Description
Describe the workflow you want to enable
Both pairwise_kernels
and pairwise_distances
functions call _parallel_pairwise
function, which is (contrary to its name) not parallel as it enforces the threading backend. Therefore, these functions are terribly slow, especially for computationally expensive user-defined metrics. I understand that the reasons for the threading backend are possibly large memory demands and data communication overhead but I suggest a different approach. Also, the documentation for these functions talks about parallel execution and processes which is currently simply not true.
Describe your proposed solution
The memory and data communication issues can be reduced by a smarter distribution of the input data to individual processes.
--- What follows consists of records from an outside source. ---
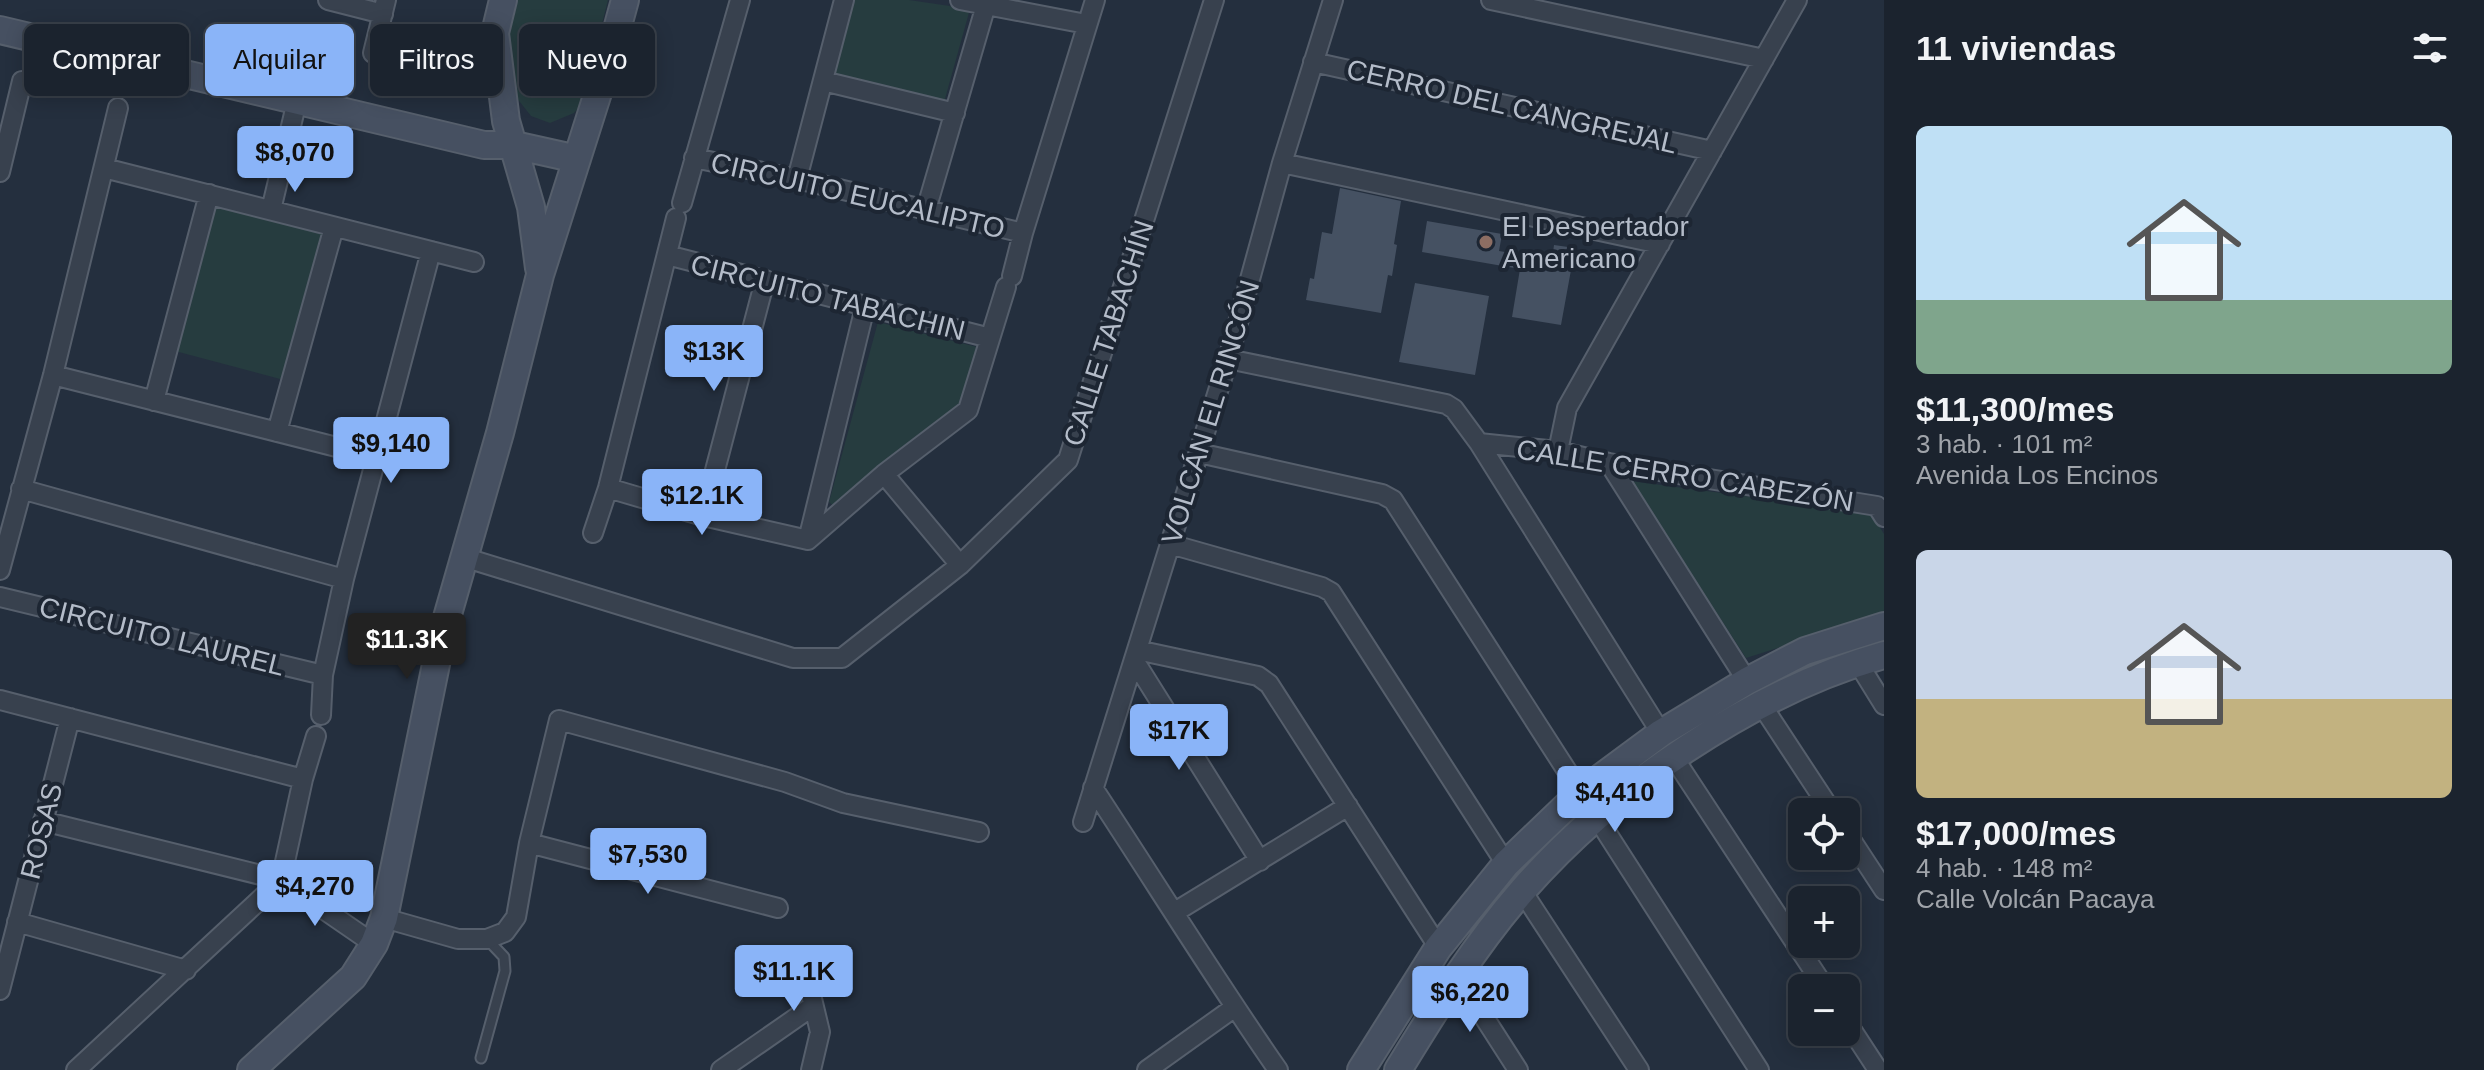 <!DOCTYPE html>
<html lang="es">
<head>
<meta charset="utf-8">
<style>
	:root { --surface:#1b232e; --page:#282f3a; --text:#f1f3f6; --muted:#a0a4aa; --line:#39404a; --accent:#8ab4f8 }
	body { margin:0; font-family:Arial,sans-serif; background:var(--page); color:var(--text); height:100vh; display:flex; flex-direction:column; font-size:30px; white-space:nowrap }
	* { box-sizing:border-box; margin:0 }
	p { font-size:26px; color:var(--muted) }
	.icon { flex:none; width:44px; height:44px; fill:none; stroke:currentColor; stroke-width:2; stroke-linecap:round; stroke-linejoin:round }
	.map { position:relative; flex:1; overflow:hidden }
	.details { display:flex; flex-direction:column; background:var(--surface); width:600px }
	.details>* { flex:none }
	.hud { position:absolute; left:24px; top:24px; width:760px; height:72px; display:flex; gap:16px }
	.fabs { position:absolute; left:1788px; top:798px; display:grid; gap:16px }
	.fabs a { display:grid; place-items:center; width:72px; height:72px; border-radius:12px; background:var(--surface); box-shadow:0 4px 20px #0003,0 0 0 2px var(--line); font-size:40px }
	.price { position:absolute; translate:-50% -68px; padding:0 18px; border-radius:8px; background:var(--accent); color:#111; font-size:26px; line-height:52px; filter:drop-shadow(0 2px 4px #0008) }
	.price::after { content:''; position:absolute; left:50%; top:48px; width:24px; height:18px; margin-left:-12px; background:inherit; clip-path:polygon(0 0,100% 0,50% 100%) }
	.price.current { background:#222; color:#fff }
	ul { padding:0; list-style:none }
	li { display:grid; align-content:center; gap:16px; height:424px; padding:0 32px }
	li span { display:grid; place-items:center; height:248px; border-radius:12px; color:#555 }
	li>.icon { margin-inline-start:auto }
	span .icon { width:144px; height:144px; fill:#fffc; stroke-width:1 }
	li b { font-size:34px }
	h2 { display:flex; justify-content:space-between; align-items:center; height:96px; padding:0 32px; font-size:34px }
	.pill { padding:0 28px; border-radius:12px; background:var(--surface); box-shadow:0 4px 20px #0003,0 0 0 2px var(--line); font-size:28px; line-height:72px }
	.pill.current { background:var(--accent); color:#111 }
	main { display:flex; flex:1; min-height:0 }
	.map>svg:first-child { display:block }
</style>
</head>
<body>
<main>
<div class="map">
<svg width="1884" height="1070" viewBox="0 0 1884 1070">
	<rect width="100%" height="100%" fill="#242f3e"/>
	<path fill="#263c3f" d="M518,0H608L582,104L574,113L550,123L531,116L512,92L509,36Z
		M855,0H909L970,9L943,106L831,76Z
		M214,204L325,234L284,380L175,351Z
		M878,322L981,348L962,410L838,510L829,502Z
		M1631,481L1871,513L1884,534V614L1746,658Z"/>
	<path fill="#455162" d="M1340,188L1401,201L1394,244L1397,245L1392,276L1388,275L1381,313L1306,300L1310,278L1314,279L1322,232L1332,234Z
		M1427,221L1502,234L1499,251L1552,260L1554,245L1575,248L1561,325L1512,317L1520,269L1422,252Z
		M1415,283L1489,296L1475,375L1399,362Z"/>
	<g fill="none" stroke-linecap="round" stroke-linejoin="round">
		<g stroke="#565f6c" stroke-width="13">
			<path id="lane" d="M481,1058L505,971L504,957L487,939"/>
		</g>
		<g stroke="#565f6c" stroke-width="22">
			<path id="street" d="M328,0L383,14
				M960,0L1086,24
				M1491,0L1764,59
				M373,53L386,0
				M1313,62L1712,151
				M823,81L955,113
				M694,158L797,179L1023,233
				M1282,163L1660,244
				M104,168L474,262
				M0,172L22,81
				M797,179L844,0
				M682,203L740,0
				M271,210L297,101
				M926,210L986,5
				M667,255L990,338
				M1012,276L1023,233L1095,0
				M1228,359L1446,404L1454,409L1479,443L1661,733
				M53,375L376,457
				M154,401L209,194
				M277,432L334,227
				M1479,443L1558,451L1609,463L1877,506L1884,517
				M1558,451L1567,408L1797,0
				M1199,453L1382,494L1393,500L1759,1070
				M1609,463L1747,681
				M884,474L960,565
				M608,488L703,516L808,540
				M21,489L344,579
				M703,516L765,280
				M593,533L608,488L676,218
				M808,540L884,474L968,410L1006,287
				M808,540L865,307
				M1170,544L1322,587L1331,592L1506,864
				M463,557L793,658H842L960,565L1068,460L1214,0
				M0,570L53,375L118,108
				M0,597L323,675
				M1137,650L1258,676L1269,684L1439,948
				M1134,660L1260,861
				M1858,663L1884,705
				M0,700L303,779L281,880L76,1070
				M1761,704L1832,812
				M321,715L323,675L344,579L431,251
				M1674,758L1825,988
				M303,779L316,736
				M1093,788C1155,882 1214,978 1278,1070
				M43,821L281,880L374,944
				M1083,822L1228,359L1282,163L1333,0
				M1846,832L1884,890
				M529,843L778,908
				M1522,891L1639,1070
				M1175,912L1348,806
				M384,918L458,939H487L505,932L516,917L529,843L559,720L785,782L843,803L979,832
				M17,922L186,970
				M802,957L820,1032L811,1070
				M1457,975L1518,1070
				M0,990L70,718
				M1846,1021L1878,1070
				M721,1070L813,1006
				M1147,1070L1235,1007"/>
		</g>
		<g stroke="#565f6c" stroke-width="30">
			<path id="secondary" d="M503,0L495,33L506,121L531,207L539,268
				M0,30L484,145H514L577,159
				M251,1070L353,977L374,944L384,918L442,635L500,433L540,275L610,55L625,0
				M1361,1070L1438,948L1506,864L1580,793L1661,733L1747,681L1805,651L1884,626
				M1398,1070C1436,1008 1474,946 1522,891C1612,788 1752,692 1884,655"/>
		</g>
		<use href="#lane" stroke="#38414e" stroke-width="9"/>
		<use href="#street" stroke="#38414e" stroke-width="18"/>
		<use href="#secondary" stroke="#465061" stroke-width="26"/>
	</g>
	<circle fill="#8d6e63" stroke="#1d2633" stroke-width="3" cx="1486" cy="242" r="8"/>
	<g text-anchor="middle" stroke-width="8" stroke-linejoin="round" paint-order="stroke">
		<g font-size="28" fill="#b4bcc9" stroke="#1d2633">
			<text transform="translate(1512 106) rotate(13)" y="10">CERRO DEL CANGREJAL</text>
			<text transform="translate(858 195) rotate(13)" y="10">CIRCUITO EUCALIPTO</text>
			<text transform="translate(828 297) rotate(14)" y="10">CIRCUITO TABACHIN</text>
			<text transform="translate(1108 333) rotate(-72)" y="10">CALLE TABACHÍN</text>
			<text transform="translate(1210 412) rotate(-73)" y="10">VOLCÁN EL RINCÓN</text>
			<text transform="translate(1685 475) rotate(9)" y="10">CALLE CERRO CABEZÓN</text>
			<text transform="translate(162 636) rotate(14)" y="10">CIRCUITO LAUREL</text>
			<text transform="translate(41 831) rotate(-76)" y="10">ROSAS</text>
		</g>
		<g font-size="28" fill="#b4bcc9" stroke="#1d2633" text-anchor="start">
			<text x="1502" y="236">El Despertador<tspan x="1502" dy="32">Americano</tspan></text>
		</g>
	</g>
</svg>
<div class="fabs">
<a><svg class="icon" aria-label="locate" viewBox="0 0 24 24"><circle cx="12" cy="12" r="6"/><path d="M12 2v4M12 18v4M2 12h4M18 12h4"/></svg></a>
<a>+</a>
<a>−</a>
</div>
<b class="price" style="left:295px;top:194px">$8,070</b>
<b class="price" style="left:714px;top:393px">$13K</b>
<b class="price" style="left:391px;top:485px">$9,140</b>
<b class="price" style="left:702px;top:537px">$12.1K</b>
<b class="price current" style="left:407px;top:681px">$11.3K</b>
<b class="price" style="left:1179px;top:772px">$17K</b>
<b class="price" style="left:1615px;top:834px">$4,410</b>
<b class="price" style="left:648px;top:896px">$7,530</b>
<b class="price" style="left:315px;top:928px">$4,270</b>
<b class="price" style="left:794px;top:1013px">$11.1K</b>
<b class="price" style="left:1470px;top:1034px">$6,220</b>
<div class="hud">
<a class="pill">Comprar</a>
<a class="pill current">Alquilar</a>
<a class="pill">Filtros</a>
<a class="pill">Nuevo</a>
</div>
</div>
<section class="details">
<h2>11 viviendas<svg class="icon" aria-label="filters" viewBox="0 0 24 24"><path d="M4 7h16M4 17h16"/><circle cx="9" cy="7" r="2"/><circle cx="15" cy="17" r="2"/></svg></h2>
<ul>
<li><span style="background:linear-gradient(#bfe0f5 70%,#7fa58c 0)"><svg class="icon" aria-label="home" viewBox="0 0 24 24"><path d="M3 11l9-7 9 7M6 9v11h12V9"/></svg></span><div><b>$11,300/mes</b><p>3 hab. · 101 m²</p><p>Avenida Los Encinos</p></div></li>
<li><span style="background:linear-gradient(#c9d6e8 60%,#c2b280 0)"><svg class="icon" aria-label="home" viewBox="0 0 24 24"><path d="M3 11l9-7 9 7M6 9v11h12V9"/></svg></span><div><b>$17,000/mes</b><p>4 hab. · 148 m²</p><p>Calle Volcán Pacaya</p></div></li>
</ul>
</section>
</main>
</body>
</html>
Right now, only Y
is sliced in the _parallel_pairwise
function which is suboptimal for parallel processing. Both X
and Y
should be sliced to lower the demands for multiprocessing. For example for 100x100 X
and Y
distributed to 100 processes, we have to copy 100+1 inputs to every process when slicing only Y
while only 10+10 when slicing both X
and Y
. As a result, multiprocessing can be allowed. Also, joblib does automatic memmapping in some cases.
Alternatively, at least the documentation for pairwise_kernels
and pairwise_distances
should be corrected.
Describe alternatives you've considered, if relevant
No response
Additional context
No response